Extracted data:
----

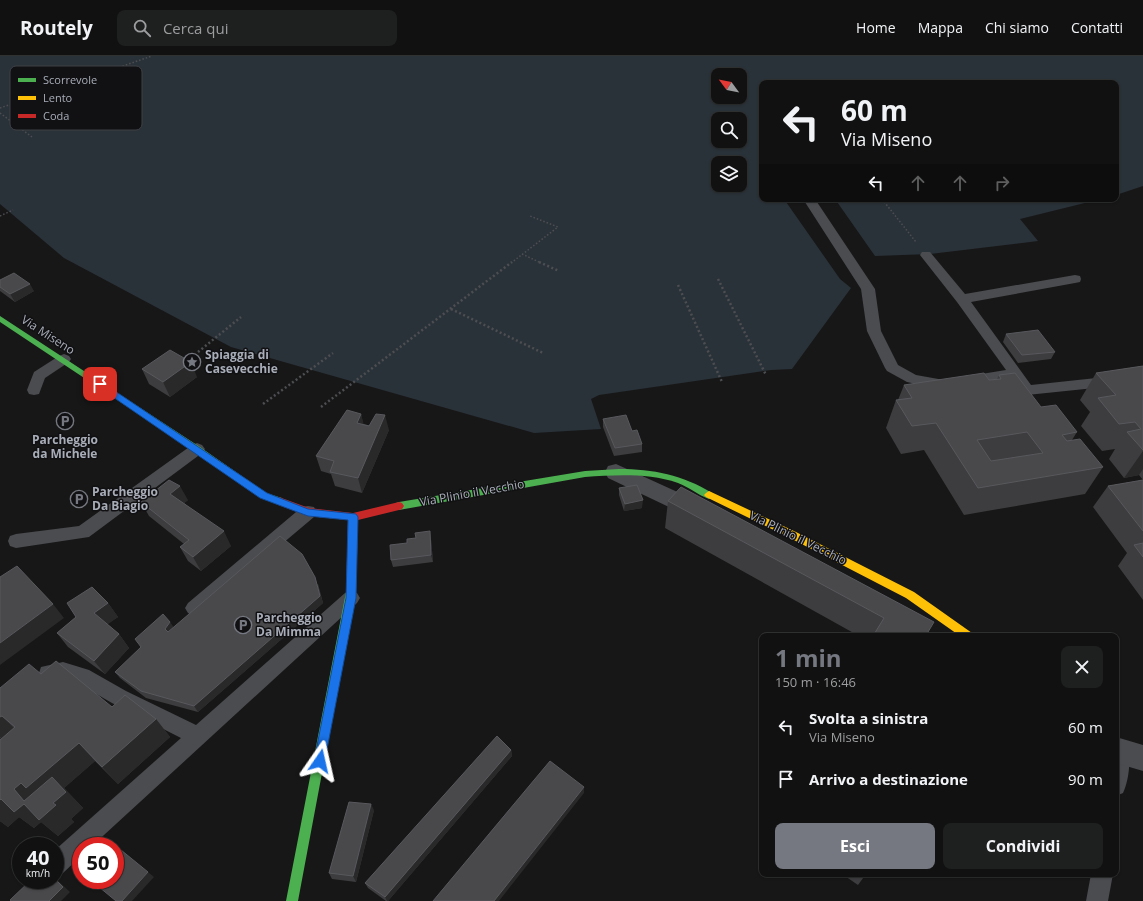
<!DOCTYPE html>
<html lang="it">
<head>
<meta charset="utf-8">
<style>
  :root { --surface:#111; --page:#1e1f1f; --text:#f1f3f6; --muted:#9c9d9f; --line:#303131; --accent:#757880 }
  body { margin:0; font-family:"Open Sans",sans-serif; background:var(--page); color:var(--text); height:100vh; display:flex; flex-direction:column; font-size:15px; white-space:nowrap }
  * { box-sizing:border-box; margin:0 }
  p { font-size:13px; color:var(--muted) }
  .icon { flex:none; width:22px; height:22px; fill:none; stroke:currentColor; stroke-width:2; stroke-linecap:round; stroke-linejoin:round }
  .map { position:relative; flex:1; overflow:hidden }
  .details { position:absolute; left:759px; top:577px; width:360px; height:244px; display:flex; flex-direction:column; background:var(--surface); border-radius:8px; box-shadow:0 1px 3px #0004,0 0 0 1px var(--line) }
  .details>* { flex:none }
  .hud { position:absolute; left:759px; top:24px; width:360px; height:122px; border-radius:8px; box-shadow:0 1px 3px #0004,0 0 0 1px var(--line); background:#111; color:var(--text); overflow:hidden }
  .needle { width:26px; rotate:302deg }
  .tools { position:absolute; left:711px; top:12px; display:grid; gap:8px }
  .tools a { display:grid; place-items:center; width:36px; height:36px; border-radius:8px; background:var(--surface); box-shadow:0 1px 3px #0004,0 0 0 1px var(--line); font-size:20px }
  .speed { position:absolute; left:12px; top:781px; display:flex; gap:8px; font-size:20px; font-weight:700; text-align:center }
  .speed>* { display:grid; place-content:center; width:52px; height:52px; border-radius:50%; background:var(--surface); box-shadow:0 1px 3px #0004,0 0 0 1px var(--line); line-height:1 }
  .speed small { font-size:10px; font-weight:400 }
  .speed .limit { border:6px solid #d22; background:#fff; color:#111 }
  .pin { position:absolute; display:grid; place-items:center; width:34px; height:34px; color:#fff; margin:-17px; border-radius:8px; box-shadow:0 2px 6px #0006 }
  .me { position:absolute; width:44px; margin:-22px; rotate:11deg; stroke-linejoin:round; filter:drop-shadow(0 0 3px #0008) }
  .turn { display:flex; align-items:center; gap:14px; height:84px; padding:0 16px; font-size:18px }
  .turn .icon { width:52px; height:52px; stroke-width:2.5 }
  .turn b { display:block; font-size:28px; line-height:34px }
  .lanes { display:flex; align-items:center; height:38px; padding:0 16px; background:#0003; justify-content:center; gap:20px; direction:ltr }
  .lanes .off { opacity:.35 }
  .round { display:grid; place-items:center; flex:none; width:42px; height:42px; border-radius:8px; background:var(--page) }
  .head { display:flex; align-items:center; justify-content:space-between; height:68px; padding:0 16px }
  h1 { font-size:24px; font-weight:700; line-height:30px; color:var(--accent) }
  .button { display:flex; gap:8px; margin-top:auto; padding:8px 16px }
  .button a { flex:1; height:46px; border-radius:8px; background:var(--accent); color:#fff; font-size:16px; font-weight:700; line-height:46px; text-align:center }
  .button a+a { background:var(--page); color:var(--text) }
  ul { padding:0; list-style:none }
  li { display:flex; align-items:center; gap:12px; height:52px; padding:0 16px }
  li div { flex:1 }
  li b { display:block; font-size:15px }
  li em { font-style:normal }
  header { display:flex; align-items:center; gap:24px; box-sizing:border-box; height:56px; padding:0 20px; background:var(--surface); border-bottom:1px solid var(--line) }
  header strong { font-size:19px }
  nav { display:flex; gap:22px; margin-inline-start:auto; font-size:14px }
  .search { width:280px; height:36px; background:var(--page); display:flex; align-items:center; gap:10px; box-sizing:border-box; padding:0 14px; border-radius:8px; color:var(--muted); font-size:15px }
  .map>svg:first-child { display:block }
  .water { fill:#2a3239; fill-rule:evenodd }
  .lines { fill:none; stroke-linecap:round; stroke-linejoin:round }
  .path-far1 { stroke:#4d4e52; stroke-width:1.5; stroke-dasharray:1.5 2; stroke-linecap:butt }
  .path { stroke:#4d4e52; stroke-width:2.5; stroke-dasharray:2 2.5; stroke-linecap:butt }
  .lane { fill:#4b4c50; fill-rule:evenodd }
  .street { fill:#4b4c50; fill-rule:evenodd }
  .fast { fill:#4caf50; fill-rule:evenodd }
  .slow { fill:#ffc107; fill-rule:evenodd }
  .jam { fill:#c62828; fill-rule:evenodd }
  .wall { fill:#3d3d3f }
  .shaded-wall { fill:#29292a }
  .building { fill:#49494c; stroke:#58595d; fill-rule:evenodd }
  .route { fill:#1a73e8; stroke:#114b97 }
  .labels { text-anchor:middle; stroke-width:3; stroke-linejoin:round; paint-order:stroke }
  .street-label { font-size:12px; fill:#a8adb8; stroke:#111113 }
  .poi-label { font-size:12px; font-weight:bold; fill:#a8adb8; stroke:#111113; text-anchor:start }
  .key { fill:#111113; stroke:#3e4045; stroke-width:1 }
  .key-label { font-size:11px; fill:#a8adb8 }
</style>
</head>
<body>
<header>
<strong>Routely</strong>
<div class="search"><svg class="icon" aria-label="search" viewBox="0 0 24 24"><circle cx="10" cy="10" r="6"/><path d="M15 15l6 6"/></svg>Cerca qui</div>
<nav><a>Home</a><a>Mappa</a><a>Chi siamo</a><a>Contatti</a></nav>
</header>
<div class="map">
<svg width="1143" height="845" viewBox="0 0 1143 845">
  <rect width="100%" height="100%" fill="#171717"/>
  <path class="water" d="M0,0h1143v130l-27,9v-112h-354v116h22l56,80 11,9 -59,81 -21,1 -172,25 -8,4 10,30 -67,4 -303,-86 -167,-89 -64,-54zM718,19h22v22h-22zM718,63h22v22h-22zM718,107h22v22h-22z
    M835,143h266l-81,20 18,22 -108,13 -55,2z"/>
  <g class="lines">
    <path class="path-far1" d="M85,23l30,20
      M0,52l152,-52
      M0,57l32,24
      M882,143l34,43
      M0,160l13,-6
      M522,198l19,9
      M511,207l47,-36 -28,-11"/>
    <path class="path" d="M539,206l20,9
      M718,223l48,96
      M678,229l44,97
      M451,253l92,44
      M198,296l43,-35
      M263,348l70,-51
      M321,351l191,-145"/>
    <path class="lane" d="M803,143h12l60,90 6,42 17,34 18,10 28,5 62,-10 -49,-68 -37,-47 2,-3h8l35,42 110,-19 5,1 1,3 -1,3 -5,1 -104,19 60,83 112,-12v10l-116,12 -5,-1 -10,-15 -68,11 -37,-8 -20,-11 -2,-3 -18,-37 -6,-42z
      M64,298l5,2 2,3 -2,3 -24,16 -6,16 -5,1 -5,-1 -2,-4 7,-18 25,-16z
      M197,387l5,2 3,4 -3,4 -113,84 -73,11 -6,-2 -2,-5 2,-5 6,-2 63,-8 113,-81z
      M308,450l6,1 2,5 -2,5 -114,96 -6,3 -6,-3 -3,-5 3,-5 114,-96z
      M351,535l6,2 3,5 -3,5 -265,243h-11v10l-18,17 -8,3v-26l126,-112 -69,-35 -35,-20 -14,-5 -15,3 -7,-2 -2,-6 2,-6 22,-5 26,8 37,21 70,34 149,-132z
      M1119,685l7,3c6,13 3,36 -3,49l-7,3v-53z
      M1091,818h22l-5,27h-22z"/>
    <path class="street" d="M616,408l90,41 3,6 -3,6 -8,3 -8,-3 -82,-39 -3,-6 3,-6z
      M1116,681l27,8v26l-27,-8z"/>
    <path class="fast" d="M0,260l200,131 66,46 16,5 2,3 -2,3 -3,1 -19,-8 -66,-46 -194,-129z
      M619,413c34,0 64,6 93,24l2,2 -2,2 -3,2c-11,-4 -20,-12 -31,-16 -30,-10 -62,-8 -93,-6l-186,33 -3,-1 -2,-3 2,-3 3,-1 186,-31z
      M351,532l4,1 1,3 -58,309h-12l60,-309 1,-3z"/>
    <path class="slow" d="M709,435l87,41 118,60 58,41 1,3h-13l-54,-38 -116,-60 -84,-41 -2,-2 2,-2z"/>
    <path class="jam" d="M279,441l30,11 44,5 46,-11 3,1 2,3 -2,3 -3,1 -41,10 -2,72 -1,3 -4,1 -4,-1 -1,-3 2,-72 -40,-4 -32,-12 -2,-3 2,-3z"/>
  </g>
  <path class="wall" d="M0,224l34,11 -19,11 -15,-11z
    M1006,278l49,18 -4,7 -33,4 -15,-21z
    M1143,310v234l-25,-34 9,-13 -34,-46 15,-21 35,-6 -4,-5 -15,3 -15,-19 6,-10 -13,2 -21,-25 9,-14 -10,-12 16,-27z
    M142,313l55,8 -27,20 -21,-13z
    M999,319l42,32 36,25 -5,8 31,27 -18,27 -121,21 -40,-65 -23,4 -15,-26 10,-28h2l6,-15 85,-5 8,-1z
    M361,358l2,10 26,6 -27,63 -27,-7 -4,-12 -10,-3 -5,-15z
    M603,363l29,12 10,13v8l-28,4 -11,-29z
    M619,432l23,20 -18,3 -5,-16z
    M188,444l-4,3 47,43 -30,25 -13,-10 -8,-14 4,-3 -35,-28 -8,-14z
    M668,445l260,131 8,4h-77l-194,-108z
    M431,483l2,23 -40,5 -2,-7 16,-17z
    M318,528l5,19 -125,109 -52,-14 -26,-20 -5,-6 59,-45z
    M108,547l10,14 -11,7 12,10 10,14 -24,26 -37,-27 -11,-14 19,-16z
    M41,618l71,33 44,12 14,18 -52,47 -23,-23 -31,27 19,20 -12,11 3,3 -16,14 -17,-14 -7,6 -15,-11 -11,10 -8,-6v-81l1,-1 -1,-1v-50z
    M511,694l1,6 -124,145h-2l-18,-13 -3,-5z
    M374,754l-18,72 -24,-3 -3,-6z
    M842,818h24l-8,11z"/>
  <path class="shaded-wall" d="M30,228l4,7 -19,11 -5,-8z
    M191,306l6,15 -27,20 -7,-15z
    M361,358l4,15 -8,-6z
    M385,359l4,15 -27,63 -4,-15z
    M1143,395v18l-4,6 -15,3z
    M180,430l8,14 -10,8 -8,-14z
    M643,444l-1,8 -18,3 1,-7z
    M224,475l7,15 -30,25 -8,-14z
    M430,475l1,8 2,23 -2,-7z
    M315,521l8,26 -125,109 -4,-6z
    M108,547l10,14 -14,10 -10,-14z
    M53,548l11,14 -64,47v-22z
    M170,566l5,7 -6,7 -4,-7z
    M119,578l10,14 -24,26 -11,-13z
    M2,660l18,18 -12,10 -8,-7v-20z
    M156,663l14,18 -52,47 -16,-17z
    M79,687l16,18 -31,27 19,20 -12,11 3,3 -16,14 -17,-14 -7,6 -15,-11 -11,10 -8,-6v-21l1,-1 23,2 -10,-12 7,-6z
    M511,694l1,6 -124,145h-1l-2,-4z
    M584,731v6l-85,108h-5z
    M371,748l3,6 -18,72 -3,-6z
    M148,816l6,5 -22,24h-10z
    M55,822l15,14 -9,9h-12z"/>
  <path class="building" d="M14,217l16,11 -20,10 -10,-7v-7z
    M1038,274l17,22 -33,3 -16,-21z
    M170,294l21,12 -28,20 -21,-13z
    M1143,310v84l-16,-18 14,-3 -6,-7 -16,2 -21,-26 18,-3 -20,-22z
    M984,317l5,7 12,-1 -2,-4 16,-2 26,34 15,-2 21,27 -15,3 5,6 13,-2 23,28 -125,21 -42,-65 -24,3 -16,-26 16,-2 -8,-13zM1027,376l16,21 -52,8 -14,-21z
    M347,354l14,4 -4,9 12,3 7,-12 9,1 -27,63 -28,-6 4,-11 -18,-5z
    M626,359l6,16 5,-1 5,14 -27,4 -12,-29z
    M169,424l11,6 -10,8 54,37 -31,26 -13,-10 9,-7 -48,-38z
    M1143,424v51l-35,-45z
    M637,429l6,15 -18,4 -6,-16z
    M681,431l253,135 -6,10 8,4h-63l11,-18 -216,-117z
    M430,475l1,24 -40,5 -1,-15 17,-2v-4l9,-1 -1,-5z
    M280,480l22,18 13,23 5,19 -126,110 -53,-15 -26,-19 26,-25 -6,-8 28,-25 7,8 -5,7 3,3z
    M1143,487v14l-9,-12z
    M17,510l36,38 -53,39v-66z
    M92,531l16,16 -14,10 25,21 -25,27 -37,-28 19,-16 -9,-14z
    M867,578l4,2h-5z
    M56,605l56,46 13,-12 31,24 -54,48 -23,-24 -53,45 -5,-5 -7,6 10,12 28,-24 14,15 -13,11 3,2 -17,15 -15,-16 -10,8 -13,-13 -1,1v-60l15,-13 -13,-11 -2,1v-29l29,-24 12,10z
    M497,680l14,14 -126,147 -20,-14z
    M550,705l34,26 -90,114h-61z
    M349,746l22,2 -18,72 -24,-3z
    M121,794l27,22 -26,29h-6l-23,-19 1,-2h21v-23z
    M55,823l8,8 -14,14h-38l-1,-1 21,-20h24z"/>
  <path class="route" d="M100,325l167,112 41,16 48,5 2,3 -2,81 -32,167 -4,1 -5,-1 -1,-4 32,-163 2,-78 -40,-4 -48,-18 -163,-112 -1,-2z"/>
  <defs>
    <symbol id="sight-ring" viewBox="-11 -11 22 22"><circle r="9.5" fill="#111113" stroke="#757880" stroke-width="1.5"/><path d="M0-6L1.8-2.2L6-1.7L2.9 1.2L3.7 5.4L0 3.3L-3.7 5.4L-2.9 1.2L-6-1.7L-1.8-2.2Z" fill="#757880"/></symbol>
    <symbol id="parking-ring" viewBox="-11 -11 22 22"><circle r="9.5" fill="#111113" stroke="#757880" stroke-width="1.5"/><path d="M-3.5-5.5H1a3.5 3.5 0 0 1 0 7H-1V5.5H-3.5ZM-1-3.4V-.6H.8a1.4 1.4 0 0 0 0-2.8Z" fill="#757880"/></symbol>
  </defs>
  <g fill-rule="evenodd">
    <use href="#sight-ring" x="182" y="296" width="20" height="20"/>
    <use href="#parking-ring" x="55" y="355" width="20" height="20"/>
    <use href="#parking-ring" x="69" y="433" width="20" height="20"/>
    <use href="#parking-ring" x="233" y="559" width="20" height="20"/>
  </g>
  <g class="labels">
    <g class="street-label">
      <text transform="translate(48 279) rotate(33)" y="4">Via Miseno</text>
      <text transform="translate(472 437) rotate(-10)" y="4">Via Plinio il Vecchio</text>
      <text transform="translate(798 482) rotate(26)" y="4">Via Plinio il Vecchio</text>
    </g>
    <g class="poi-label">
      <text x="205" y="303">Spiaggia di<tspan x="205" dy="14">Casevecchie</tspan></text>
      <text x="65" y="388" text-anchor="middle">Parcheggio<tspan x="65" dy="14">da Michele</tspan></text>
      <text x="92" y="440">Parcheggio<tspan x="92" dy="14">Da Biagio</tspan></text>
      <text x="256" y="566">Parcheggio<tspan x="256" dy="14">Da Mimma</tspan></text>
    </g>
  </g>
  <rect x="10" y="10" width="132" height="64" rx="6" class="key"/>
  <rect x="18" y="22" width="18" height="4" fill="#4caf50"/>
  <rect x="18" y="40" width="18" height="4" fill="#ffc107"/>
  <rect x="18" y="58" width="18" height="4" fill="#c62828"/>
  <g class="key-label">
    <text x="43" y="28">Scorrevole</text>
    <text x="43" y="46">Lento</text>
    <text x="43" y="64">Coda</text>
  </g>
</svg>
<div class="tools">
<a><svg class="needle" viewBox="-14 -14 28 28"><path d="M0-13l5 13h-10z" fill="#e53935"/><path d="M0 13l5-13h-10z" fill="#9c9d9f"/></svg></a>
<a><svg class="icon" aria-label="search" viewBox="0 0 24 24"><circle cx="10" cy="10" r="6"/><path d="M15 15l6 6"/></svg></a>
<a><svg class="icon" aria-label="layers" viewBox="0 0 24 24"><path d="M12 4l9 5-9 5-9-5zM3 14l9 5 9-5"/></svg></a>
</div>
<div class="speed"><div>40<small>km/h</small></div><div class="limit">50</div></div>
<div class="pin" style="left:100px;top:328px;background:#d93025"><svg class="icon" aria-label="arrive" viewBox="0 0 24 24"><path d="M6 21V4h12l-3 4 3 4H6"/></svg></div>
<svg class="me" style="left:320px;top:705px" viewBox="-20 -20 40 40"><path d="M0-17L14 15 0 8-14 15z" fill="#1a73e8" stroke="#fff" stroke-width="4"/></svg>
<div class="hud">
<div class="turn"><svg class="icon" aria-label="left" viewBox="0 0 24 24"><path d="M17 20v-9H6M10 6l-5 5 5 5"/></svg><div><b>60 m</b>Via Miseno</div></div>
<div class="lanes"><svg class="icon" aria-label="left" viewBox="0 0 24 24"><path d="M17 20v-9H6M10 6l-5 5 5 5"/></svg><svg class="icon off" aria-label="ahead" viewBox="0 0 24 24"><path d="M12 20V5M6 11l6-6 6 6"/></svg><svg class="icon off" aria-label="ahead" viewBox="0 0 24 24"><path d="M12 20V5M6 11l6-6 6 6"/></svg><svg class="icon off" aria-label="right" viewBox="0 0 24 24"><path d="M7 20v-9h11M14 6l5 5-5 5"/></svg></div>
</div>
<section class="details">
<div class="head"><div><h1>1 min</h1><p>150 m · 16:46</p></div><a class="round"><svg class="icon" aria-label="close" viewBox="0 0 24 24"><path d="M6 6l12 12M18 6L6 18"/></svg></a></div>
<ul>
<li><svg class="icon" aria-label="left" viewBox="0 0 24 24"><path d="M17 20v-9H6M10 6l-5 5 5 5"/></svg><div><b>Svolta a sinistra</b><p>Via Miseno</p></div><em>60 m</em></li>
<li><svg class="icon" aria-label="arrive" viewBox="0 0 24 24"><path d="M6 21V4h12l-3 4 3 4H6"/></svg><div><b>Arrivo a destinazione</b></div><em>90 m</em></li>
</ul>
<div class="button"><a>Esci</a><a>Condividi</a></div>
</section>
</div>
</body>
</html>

----

Task prompt: Your task is to copy each line of the listing that holds the word "speed".

Result below:
  .speed { position:absolute; left:12px; top:781px; display:flex; gap:8px; font-size:20px; font-weight:700; text-align:center }
  .speed>* { display:grid; place-content:center; width:52px; height:52px; border-radius:50%; background:var(--surface); box-shadow:0 1px 3px #0004,0 0 0 1px var(--line); line-height:1 }
  .speed small { font-size:10px; font-weight:400 }
  .speed .limit { border:6px solid #d22; background:#fff; color:#111 }
<div class="speed"><div>40<small>km/h</small></div><div class="limit">50</div></div>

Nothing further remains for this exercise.